Rois et reine

Affiche Rois et reine
Réalisé par Arnaud Desplechin
Pays de production France
Année 2004
Durée
Musique Grégoire Hetzel
Genre Drame
Distributeur Bac Films
Acteurs Catherine Deneuve, Mathieu Amalric, Emmanuelle Devos, Nathalie Boutefeu, Maurice Garrel
N° cinéfeuilles 495
Bande annonce

Critique

"Est-ce l'histoire de Nora, une femme qui tente une troisième fois de trouver le bonheur en se remariant? Ou celle d'Ismaël, son second compagnon, interné à tort selon lui dans un hôpital psychiatrique? Est-ce le récit d'une demande d'adoption d'Elias, fils du premier mari défunt de Nora et qui a toujours considéré Ismaël comme son père? Ou celui des derniers jours du père de Nora malade du cancer? Que raconte finalement le film de ce réalisateur qui vient d'obtenir le Prix Louis-Delluc 2004 et qui continue à juxtaposer ""des bouts d'histoire qui ne sont pas pareils""?

Raconté à la première personne par Nora, ROIS ET REINE brouille les pistes. La mémoire de Nora est aussi sélective que non linéaire, et c'est tant mieux.

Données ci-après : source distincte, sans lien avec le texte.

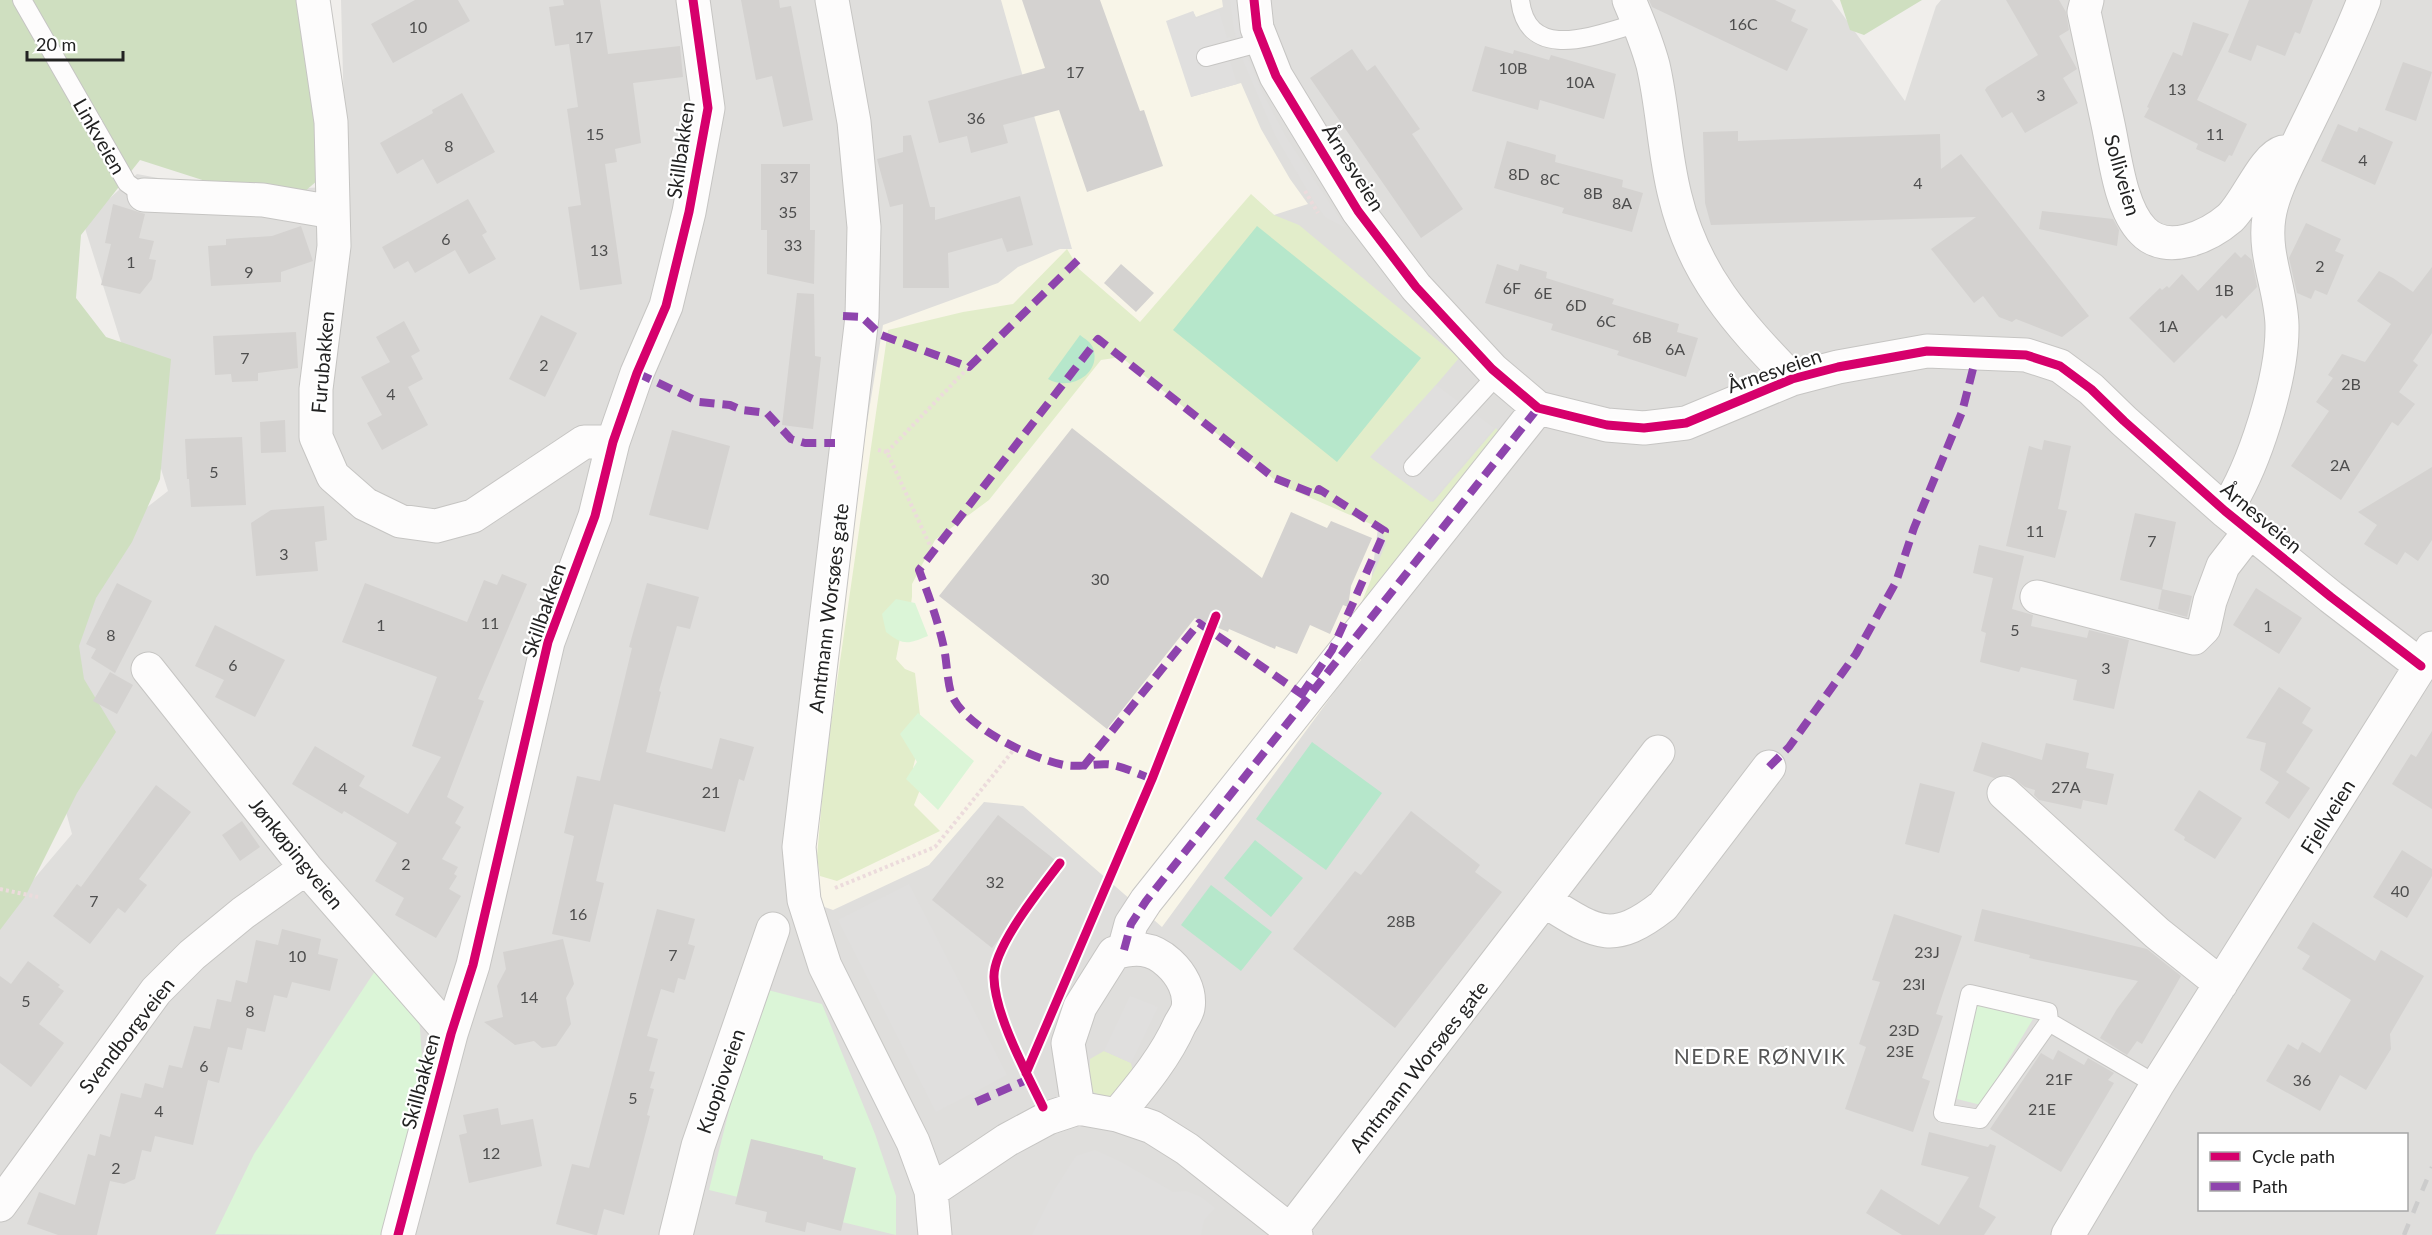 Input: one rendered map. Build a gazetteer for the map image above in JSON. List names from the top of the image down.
{
  "streets": {
    "street": [
      "Linkveien",
      "Skillbakken",
      "Årnesveien",
      "Solliveien",
      "Furubakken",
      "Amtmann Worsøes gate",
      "Fjellveien",
      "Jønkøpingveien",
      "Svendborgveien",
      "Kuopioveien"
    ]
  },
  "crossings": [
    ["Linkveien", "Furubakken"],
    ["Skillbakken", "Furubakken"],
    ["Skillbakken", "Jønkøpingveien"],
    ["Årnesveien", "Fjellveien"],
    ["Jønkøpingveien", "Svendborgveien"]
  ],
  "districts": ["NEDRE RØNVIK"],
  "house_numbers": [
    "16C",
    "10",
    "17",
    "10B",
    "17",
    "10A",
    "13",
    "3",
    "36",
    "15",
    "11",
    "8",
    "4",
    "8D",
    "37",
    "8C",
    "4",
    "8B",
    "8A",
    "35",
    "6",
    "33",
    "13",
    "1",
    "2",
    "9",
    "6F",
    "1B",
    "6E",
    "6D",
    "6C",
    "1A",
    "6B",
    "6A",
    "7",
    "2",
    "2B",
    "4",
    "2A",
    "5",
    "11",
    "7",
    "3",
    "30",
    "11",
    "1",
    "1",
    "5",
    "8",
    "6",
    "3",
    "27A",
    "4",
    "21",
    "2",
    "32",
    "40",
    "7",
    "16",
    "28B",
    "23J",
    "7",
    "10",
    "23I",
    "14",
    "5",
    "8",
    "23D",
    "23E",
    "6",
    "21F",
    "36",
    "5",
    "21E",
    "4",
    "12",
    "2"
  ],
  "legend": ["Cycle path", "Path"],
  "scale_bar": "20 m"
}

La vie, dans ses élans et ses retenues, lorsque générosité et égoïsme se succèdent pour mieux se mêler, n'en est que traduite avec plus de fidélité.

La force du propos, due à la déconstruction des scènes - qui ne s'enchaînent pas, mais se proposent comme des pièces de puzzle(s) -, tient au fait que le cinéaste ne livre pas de leçon de morale. Quels que soit les comportements de ses personnages, Arnaud Desplechin ne les juge pas et donne à voir des êtres pris entre leur passé et leurs attentes (parfois désespérées) de vies nouvelles. Il invite à être témoin d'une femme qui après la douleur a opté pour la légèreté, d'un homme qui n'est peut-être ni aussi déséquilibré ni suicidaire qu'il n'y paraît; il est aux côtés d'un vieil homme (le père veuf de Nora et de sa sœur) décidé une dernière fois à tout avouer (quitte à meurtrir), il accompagne et traduit le désir d'un enfant en manque de père.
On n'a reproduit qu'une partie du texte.